• The data
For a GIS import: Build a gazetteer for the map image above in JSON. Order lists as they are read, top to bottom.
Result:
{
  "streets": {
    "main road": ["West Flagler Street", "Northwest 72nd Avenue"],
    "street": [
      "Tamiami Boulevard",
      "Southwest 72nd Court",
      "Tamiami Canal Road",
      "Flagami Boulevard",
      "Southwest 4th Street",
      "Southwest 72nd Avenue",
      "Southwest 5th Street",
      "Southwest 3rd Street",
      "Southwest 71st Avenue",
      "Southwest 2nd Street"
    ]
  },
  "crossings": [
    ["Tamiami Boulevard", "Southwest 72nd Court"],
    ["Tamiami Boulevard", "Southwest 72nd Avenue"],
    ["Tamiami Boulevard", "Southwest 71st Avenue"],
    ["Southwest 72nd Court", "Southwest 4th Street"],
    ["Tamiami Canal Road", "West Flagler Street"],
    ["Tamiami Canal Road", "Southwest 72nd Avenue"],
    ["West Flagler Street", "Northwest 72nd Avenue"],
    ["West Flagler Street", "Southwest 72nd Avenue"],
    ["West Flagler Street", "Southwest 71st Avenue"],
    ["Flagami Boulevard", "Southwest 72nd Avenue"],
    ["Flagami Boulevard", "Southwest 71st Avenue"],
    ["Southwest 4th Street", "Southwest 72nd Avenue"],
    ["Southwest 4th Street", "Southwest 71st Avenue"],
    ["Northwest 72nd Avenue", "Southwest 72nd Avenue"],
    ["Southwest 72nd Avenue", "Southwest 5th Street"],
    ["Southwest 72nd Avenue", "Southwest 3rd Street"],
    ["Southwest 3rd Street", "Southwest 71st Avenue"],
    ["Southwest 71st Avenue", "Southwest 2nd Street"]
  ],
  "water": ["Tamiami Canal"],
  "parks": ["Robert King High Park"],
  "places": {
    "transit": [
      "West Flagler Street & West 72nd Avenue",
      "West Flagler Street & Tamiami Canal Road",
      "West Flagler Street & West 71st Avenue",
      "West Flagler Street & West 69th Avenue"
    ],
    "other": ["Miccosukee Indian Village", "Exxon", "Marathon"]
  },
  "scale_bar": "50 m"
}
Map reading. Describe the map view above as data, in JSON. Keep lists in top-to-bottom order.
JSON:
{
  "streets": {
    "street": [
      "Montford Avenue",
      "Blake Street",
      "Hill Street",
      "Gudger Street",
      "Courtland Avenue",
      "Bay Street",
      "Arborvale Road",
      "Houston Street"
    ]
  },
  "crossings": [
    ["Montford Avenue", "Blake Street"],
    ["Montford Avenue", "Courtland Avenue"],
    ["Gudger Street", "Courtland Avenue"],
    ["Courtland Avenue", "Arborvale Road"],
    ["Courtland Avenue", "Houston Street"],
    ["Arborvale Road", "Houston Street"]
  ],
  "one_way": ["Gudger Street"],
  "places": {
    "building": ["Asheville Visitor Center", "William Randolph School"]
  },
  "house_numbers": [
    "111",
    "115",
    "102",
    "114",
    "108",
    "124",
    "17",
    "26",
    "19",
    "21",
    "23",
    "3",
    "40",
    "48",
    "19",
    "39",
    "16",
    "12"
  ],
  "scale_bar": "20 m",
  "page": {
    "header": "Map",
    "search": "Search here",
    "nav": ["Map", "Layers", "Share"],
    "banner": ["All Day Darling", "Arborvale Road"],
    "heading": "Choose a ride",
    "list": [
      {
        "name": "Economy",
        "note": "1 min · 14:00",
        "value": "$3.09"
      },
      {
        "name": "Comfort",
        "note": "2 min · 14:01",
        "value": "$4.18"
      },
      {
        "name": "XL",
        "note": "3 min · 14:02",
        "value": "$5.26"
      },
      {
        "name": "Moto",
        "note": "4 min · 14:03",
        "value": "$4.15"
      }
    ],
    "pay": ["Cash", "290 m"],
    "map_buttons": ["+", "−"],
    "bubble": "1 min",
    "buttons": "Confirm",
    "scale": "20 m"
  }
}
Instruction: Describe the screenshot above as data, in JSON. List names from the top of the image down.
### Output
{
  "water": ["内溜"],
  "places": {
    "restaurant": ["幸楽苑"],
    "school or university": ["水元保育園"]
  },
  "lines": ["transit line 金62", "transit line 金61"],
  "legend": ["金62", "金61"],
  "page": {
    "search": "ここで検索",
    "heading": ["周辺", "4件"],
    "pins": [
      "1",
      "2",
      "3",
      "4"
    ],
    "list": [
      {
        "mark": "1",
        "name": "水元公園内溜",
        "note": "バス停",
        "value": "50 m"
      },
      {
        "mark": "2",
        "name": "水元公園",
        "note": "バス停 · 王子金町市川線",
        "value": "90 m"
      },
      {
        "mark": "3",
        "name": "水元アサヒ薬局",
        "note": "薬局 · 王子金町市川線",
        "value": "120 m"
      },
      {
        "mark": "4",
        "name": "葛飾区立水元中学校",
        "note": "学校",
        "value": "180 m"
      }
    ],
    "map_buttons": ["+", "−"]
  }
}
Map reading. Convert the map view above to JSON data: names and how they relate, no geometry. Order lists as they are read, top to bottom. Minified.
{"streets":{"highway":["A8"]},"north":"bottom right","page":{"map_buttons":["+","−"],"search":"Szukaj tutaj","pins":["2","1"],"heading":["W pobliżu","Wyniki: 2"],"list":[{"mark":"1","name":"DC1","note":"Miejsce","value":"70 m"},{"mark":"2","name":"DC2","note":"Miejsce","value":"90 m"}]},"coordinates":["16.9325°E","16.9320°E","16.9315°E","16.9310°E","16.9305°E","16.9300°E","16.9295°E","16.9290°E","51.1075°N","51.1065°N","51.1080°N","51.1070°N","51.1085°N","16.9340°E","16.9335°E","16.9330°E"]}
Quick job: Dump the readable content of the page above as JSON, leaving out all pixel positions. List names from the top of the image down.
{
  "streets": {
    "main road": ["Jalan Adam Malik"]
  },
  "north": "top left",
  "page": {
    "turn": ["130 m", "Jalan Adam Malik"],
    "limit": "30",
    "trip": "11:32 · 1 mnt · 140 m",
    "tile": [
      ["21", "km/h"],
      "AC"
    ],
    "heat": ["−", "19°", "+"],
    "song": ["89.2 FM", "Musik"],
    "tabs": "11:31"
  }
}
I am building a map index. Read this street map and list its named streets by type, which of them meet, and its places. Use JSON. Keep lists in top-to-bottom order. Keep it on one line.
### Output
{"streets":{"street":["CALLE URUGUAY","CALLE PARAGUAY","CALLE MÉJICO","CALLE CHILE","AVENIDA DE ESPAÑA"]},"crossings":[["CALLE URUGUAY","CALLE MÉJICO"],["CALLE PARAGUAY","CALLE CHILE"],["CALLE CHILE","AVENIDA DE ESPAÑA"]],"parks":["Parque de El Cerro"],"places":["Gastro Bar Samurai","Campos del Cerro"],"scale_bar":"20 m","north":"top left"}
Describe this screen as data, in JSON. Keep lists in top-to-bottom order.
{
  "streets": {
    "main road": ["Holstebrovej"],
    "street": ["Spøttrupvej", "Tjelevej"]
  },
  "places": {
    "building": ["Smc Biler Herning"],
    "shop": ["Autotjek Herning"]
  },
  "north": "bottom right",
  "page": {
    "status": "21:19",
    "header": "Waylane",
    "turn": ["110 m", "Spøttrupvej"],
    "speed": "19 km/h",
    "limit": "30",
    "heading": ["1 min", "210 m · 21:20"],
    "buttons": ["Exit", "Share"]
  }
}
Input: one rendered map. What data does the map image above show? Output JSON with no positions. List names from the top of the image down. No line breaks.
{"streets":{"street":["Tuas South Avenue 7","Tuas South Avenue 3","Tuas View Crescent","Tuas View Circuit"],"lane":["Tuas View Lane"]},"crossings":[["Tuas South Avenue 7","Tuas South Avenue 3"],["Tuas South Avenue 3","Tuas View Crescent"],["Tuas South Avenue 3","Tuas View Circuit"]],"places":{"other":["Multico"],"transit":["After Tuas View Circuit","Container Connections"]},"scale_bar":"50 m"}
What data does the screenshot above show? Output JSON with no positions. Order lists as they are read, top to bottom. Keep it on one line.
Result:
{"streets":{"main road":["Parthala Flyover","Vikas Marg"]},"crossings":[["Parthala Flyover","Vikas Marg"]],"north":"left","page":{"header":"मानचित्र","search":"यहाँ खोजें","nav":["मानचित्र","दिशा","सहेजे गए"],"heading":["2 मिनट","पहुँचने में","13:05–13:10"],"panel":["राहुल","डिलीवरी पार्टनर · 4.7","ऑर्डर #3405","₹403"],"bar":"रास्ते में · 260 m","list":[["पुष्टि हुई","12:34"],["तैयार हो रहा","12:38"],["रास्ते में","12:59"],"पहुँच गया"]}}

• Task goal
When a line of the records above contains the string "screenshot", count it once; then give the total and nothing else.

• Exercise answer
2